### THE PROBLEM
Return only the stretch of the material below that begins with the line containing "Instruction: Convert this" and ends with the line containing "Build a gazetteer for the map above", exactly; both of those lines belong to it.

### DATA SECTION

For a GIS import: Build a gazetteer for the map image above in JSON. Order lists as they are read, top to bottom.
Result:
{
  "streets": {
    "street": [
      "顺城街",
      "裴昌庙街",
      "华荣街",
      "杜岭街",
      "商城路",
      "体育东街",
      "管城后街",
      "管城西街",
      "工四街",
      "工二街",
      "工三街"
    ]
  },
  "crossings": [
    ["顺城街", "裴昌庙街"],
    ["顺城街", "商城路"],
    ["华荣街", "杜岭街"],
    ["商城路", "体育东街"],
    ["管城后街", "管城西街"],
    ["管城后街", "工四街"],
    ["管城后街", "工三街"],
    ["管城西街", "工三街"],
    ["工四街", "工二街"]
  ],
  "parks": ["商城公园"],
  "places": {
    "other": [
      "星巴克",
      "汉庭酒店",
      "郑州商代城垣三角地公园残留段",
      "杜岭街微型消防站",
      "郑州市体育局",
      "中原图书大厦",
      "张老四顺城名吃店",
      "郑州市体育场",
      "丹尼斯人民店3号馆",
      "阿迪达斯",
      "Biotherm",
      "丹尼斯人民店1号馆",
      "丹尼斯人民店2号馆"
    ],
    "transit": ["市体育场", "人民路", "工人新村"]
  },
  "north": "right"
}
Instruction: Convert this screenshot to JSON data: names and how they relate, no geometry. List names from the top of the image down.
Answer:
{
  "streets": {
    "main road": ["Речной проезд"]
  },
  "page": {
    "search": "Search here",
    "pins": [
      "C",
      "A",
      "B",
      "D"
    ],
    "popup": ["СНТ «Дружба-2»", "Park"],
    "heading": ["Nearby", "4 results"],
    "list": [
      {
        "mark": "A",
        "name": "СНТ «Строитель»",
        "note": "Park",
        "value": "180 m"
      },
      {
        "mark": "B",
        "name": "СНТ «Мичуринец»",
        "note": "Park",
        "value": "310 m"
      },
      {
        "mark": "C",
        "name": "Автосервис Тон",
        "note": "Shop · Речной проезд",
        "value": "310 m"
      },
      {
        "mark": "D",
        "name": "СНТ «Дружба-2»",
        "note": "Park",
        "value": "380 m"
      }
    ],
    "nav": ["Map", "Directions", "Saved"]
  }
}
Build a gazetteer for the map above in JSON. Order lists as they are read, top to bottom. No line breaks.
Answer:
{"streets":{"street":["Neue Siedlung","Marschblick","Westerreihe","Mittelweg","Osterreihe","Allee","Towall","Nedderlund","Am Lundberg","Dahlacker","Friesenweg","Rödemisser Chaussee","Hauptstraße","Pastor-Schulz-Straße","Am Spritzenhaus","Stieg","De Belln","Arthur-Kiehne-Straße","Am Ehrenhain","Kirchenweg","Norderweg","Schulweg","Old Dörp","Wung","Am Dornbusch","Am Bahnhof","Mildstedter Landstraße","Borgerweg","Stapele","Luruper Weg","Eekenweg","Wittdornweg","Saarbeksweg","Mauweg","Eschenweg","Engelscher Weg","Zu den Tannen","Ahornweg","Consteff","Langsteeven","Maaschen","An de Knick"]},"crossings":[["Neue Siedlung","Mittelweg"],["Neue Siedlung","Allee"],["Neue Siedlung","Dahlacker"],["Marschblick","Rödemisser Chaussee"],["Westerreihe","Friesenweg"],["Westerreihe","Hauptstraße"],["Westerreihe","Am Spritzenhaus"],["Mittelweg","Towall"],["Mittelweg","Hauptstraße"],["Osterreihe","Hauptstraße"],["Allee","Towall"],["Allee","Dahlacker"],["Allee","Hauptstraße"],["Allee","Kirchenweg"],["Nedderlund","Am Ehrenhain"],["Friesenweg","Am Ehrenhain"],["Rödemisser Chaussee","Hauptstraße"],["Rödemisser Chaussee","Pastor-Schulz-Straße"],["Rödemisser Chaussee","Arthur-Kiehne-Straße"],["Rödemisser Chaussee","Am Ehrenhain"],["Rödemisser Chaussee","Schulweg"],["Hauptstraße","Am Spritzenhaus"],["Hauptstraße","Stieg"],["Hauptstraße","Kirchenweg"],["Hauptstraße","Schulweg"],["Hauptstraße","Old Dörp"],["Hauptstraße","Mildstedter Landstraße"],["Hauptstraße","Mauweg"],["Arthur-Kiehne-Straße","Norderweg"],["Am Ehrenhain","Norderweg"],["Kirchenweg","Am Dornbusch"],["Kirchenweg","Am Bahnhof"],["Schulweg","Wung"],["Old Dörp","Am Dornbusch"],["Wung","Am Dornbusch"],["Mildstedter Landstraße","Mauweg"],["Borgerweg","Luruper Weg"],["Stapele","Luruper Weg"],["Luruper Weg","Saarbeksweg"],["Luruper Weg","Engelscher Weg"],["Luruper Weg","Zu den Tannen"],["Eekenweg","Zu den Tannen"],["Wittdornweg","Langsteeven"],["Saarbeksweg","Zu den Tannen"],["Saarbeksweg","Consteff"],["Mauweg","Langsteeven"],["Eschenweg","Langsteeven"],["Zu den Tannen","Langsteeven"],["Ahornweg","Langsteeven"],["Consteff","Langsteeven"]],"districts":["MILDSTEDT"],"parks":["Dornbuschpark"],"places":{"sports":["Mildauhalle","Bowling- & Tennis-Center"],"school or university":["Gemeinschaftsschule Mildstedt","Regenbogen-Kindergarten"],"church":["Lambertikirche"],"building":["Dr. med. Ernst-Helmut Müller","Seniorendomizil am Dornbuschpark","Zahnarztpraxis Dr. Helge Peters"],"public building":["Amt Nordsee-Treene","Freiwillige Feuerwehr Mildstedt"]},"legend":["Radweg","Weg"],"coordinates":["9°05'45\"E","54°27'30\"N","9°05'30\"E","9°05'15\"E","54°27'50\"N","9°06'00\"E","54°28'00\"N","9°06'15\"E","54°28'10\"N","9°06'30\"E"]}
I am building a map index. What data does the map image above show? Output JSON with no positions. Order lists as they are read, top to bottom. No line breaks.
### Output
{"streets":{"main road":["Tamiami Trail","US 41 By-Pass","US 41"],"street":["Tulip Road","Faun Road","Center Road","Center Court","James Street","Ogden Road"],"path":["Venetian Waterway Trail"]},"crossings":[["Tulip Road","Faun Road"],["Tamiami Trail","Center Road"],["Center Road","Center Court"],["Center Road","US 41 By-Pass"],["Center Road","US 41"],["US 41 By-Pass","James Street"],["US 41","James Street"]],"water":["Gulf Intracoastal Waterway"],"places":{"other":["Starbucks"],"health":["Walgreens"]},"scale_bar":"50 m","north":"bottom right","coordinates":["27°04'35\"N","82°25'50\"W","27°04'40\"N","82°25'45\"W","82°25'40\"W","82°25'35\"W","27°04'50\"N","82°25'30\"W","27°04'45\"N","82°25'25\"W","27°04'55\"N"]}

### ANSWER TO THIS TASK
Instruction: Convert this screenshot to JSON data: names and how they relate, no geometry. List names from the top of the image down.
Answer:
{
  "streets": {
    "main road": ["Речной проезд"]
  },
  "page": {
    "search": "Search here",
    "pins": [
      "C",
      "A",
      "B",
      "D"
    ],
    "popup": ["СНТ «Дружба-2»", "Park"],
    "heading": ["Nearby", "4 results"],
    "list": [
      {
        "mark": "A",
        "name": "СНТ «Строитель»",
        "note": "Park",
        "value": "180 m"
      },
      {
        "mark": "B",
        "name": "СНТ «Мичуринец»",
        "note": "Park",
        "value": "310 m"
      },
      {
        "mark": "C",
        "name": "Автосервис Тон",
        "note": "Shop · Речной проезд",
        "value": "310 m"
      },
      {
        "mark": "D",
        "name": "СНТ «Дружба-2»",
        "note": "Park",
        "value": "380 m"
      }
    ],
    "nav": ["Map", "Directions", "Saved"]
  }
}
Build a gazetteer for the map above in JSON. Order lists as they are read, top to bottom. No line breaks.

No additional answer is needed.